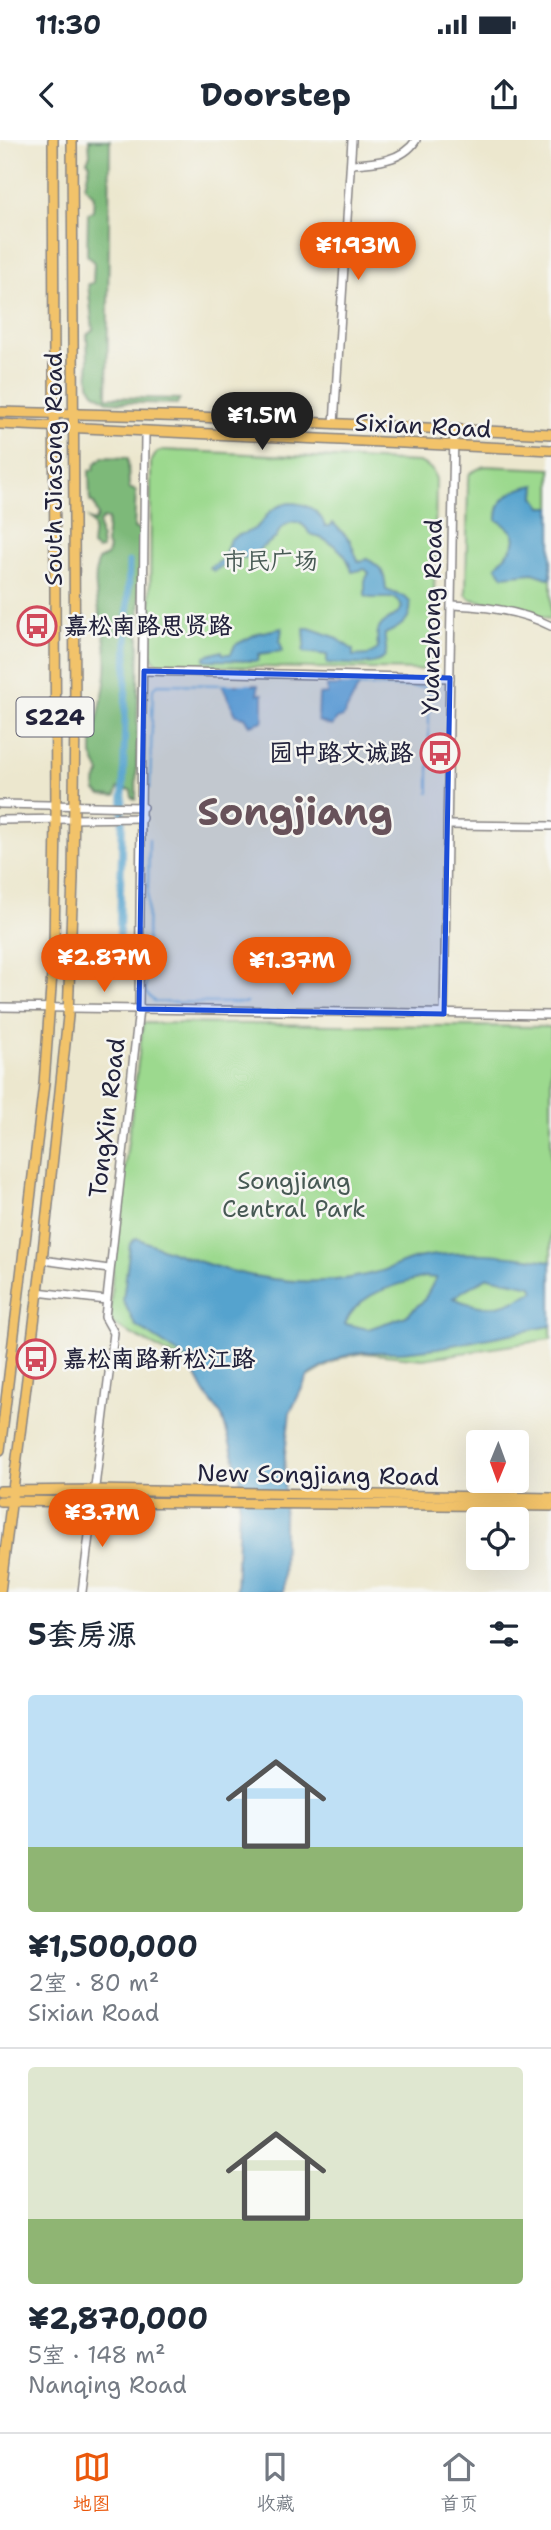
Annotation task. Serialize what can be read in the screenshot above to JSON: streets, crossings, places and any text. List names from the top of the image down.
{
  "streets": {
    "main road": [
      "Sixian Road",
      "South Jiasong Road",
      "S224",
      "New Songjiang Road"
    ],
    "street": ["Yuanzhong Road", "TongXin Road"]
  },
  "crossings": [
    ["Sixian Road", "South Jiasong Road"],
    ["Sixian Road", "Yuanzhong Road"],
    ["Sixian Road", "TongXin Road"],
    ["South Jiasong Road", "New Songjiang Road"],
    ["TongXin Road", "New Songjiang Road"]
  ],
  "districts": ["Songjiang"],
  "parks": ["市民广场", "Songjiang Central Park"],
  "places": {
    "bus stop": ["嘉松南路思贤路", "园中路文诚路", "嘉松南路新松江路"]
  },
  "north": "bottom",
  "page": {
    "status": "11:30",
    "header": "Doorstep",
    "price": [
      "¥1.93M",
      "¥1.5M",
      "¥2.87M",
      "¥1.37M",
      "¥3.7M"
    ],
    "heading": "5套房源",
    "list": [
      {
        "name": "¥1,500,000",
        "note": "2室 · 80 m² · Sixian Road"
      },
      {
        "name": "¥2,870,000",
        "note": "5室 · 148 m² · Nanqing Road"
      }
    ],
    "tabs": ["地图", "收藏", "首页"]
  }
}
....
• [WORK INSTRUCTION] Pick every line of the data that includes the string "South".

• [REPLY]
      "South Jiasong Road",
    ["Sixian Road", "South Jiasong Road"],
    ["South Jiasong Road", "New Songjiang Road"],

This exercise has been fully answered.